Karachi ( NNP ) The central bank has purchased a record of more than 4.2 billion dollars from the market so far during the current fiscal year, which is half of the country’s official foreign exchange reserves and the International Monetary Fund. The outflows are much larger than the size of the package. While the central bank’s intervention has kept foreign exchange reserves stable at $8 billion despite heavy debt repayments, it has helped keep the rupee’s value as low as Rs278 against the dollar. Played an important role.

According to analysts, in the absence of these interventions, the value should have been less than 250 rupees against the dollar. The central bank refrains from answering questions about buying and selling of foreign currency.

It concealed massive intervention in the interbank market involving transactions of more than 1.1 trillion rupees to buy at least $4.2 billion.

It is rare that central bank purchases exceed the size of the $3 billion IMF program. Part of the reason for going into the IMF program was to obtain additional loans and increase reserves. The country has received foreign loans of $9.7 billion, which was insufficient to meet foreign debt repayments and cover the current account deficit.

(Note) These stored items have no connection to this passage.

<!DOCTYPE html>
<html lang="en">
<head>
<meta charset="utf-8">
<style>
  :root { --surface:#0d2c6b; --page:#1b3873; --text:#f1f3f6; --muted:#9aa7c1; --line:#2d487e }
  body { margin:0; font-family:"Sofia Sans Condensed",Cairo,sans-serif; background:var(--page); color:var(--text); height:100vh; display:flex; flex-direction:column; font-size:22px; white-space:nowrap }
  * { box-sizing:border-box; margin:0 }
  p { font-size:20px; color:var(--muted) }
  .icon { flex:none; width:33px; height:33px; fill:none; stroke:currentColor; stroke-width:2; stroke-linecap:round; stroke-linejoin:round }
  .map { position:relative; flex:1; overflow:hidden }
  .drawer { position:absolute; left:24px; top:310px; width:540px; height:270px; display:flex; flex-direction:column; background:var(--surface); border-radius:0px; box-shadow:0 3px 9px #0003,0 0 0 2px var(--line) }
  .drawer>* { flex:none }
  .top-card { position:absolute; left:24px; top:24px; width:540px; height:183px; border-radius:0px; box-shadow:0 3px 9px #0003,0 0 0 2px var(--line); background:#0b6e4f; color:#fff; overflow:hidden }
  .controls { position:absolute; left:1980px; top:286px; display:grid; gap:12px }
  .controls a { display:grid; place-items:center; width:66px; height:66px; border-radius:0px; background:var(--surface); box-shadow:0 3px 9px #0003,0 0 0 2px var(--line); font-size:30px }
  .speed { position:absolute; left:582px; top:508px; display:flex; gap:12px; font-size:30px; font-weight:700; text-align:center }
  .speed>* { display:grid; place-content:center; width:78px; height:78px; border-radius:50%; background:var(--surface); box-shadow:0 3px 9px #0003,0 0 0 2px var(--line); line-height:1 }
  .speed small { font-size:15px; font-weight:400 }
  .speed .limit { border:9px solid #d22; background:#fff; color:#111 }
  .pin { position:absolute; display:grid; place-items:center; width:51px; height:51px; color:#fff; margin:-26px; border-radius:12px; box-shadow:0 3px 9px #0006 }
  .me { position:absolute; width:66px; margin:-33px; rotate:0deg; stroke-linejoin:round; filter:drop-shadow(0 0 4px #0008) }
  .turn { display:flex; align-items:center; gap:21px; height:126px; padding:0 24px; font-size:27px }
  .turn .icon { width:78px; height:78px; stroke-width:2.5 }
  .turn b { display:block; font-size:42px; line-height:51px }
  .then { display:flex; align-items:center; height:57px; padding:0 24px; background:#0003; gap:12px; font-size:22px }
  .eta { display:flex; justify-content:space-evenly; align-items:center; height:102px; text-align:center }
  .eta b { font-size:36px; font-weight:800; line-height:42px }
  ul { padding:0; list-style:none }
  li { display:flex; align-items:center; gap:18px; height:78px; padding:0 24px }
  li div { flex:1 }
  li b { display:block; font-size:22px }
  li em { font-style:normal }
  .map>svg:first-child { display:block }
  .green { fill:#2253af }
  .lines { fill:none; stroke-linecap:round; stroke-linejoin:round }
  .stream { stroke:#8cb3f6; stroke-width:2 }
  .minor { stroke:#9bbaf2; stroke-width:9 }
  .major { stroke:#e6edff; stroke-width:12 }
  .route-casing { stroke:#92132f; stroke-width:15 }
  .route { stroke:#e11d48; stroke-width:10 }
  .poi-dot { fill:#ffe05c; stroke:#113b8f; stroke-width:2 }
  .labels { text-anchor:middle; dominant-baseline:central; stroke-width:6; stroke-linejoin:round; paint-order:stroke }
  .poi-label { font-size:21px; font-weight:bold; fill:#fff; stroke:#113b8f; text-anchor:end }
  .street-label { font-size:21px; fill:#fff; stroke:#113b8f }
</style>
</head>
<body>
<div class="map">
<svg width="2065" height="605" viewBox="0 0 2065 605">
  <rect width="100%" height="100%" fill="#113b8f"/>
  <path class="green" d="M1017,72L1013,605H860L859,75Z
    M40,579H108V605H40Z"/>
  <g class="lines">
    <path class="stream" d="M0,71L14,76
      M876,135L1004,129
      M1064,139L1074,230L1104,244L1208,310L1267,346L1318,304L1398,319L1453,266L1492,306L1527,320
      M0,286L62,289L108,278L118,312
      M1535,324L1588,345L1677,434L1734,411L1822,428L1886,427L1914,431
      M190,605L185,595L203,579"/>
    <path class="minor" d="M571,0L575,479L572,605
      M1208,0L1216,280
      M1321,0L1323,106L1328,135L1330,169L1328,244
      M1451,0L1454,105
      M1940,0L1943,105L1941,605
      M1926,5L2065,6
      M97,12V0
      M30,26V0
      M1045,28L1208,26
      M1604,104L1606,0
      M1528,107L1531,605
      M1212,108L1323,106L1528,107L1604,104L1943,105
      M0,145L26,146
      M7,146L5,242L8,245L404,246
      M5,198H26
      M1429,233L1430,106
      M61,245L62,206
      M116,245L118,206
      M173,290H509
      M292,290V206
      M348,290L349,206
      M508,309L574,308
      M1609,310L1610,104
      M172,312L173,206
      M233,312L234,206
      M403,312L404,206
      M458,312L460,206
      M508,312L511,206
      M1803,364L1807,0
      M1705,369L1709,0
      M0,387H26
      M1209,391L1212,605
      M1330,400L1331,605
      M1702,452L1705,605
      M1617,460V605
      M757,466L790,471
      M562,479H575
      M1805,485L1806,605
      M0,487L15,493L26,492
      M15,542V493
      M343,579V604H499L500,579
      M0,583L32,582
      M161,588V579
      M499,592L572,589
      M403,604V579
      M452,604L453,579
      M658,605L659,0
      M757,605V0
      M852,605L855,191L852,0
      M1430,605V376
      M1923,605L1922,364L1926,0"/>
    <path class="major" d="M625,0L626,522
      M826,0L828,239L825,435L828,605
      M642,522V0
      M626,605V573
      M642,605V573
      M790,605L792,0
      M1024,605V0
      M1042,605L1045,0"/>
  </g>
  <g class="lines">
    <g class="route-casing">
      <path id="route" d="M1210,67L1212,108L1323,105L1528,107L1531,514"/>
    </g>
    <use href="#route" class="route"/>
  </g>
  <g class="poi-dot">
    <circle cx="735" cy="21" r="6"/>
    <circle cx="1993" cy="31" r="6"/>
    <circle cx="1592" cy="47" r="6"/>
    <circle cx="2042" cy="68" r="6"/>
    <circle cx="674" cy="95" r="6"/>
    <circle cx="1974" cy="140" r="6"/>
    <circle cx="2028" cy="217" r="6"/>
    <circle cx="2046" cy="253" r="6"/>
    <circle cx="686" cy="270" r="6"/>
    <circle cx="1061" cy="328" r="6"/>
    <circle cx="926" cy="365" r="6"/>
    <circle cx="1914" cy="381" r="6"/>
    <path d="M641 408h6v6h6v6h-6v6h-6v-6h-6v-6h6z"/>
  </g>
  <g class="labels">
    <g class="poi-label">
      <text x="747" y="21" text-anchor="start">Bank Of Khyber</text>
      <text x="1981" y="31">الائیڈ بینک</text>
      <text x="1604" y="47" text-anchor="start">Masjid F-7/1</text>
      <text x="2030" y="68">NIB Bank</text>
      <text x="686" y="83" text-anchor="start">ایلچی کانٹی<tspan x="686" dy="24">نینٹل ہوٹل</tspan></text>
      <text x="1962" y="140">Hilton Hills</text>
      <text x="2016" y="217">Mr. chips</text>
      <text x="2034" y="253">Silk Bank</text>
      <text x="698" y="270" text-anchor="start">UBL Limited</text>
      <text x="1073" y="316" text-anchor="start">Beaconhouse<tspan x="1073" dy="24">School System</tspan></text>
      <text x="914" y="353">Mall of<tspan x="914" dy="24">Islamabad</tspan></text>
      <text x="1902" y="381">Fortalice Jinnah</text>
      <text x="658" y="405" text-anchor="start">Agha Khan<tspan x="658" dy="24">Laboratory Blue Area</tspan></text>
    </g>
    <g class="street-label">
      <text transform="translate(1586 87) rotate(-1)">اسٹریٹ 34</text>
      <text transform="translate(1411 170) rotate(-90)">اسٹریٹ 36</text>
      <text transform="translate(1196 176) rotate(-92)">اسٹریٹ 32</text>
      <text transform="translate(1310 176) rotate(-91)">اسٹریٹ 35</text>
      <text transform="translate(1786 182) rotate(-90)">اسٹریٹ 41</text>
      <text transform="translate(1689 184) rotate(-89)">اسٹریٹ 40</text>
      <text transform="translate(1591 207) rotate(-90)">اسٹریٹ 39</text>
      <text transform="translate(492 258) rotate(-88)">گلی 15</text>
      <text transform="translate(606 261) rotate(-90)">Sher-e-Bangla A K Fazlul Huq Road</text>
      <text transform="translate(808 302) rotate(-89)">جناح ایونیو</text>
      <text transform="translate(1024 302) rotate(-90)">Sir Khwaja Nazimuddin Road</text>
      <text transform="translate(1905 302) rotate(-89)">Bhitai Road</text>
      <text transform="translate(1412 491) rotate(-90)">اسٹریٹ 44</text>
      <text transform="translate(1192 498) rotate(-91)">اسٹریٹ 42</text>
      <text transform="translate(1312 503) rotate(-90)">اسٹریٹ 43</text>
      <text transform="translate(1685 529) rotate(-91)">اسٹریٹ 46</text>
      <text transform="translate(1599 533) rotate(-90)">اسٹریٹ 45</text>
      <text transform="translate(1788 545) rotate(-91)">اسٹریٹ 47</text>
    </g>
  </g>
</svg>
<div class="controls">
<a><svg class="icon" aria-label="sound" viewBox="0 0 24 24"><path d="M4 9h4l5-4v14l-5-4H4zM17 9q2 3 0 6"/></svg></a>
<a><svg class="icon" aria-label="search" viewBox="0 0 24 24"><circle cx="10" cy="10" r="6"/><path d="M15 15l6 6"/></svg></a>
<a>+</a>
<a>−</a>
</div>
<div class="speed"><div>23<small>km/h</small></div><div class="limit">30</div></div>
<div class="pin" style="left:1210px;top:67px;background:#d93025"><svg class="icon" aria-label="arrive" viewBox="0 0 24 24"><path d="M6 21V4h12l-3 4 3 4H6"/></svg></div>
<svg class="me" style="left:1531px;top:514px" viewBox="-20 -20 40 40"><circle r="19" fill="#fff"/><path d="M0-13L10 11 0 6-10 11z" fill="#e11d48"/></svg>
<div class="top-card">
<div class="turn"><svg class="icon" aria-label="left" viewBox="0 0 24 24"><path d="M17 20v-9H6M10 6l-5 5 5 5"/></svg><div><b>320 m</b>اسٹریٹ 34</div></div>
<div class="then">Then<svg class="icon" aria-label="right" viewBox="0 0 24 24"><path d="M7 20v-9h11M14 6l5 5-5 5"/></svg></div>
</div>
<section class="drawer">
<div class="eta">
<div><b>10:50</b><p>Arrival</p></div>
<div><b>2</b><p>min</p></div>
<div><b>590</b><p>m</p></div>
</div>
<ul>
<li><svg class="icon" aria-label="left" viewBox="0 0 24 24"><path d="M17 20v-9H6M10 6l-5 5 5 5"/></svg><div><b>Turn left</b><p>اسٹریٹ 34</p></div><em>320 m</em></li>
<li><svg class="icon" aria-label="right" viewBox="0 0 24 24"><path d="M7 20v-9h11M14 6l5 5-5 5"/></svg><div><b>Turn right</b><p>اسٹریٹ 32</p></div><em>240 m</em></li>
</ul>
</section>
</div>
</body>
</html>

Ashfaq Yusuf Tola, a chartered accountant and former chairman of the Revenue and Resource Mobilization Commission, said that due to the central bank’s purchases, the value of the rupee fell by 40 to 45 rupees against the dollar, adding at least 5 percent to inflation. He said that it is in the interest of the government to bring the real parity of the rupee to the dollar to Rs 235 by ending market intervention.

A 5% reduction in the inflation rate will also help to reduce the interest rate, but the counter argument of the authorities is that if the central bank had not bought dollars, the foreign exchange reserves would have decreased to 3.5 billion dollars, which There would have been more inflation. Ashfaq Tola said that the depreciation of the rupee to Rs 278 means exporters are getting Rs 35 to Rs 45 more for every dollar of their export earnings.

Pakistan is again seeking a new IMF program of at least $6 billion, and central bank purchases in less than 10 months are equivalent to 70 percent of the three-year program volume. One reason was the failure of the finance ministry to ensure the inflow of $6 billion due to Eurobonds and foreign trade loans.

According to data released by the Economic Affairs Division and the Central Bank, Pakistan received foreign loans of $9.7 billion during the first nine months of the fiscal year, which is slightly more than 50 percent of the annual budget estimate. According to the Real Effective Exchange Rate (REER), which is a measure of a currency’s value against a weighted average of several foreign currencies, it increased to 104.07 in March 2024, indicating a depreciation of the rupee. Didn’t happen.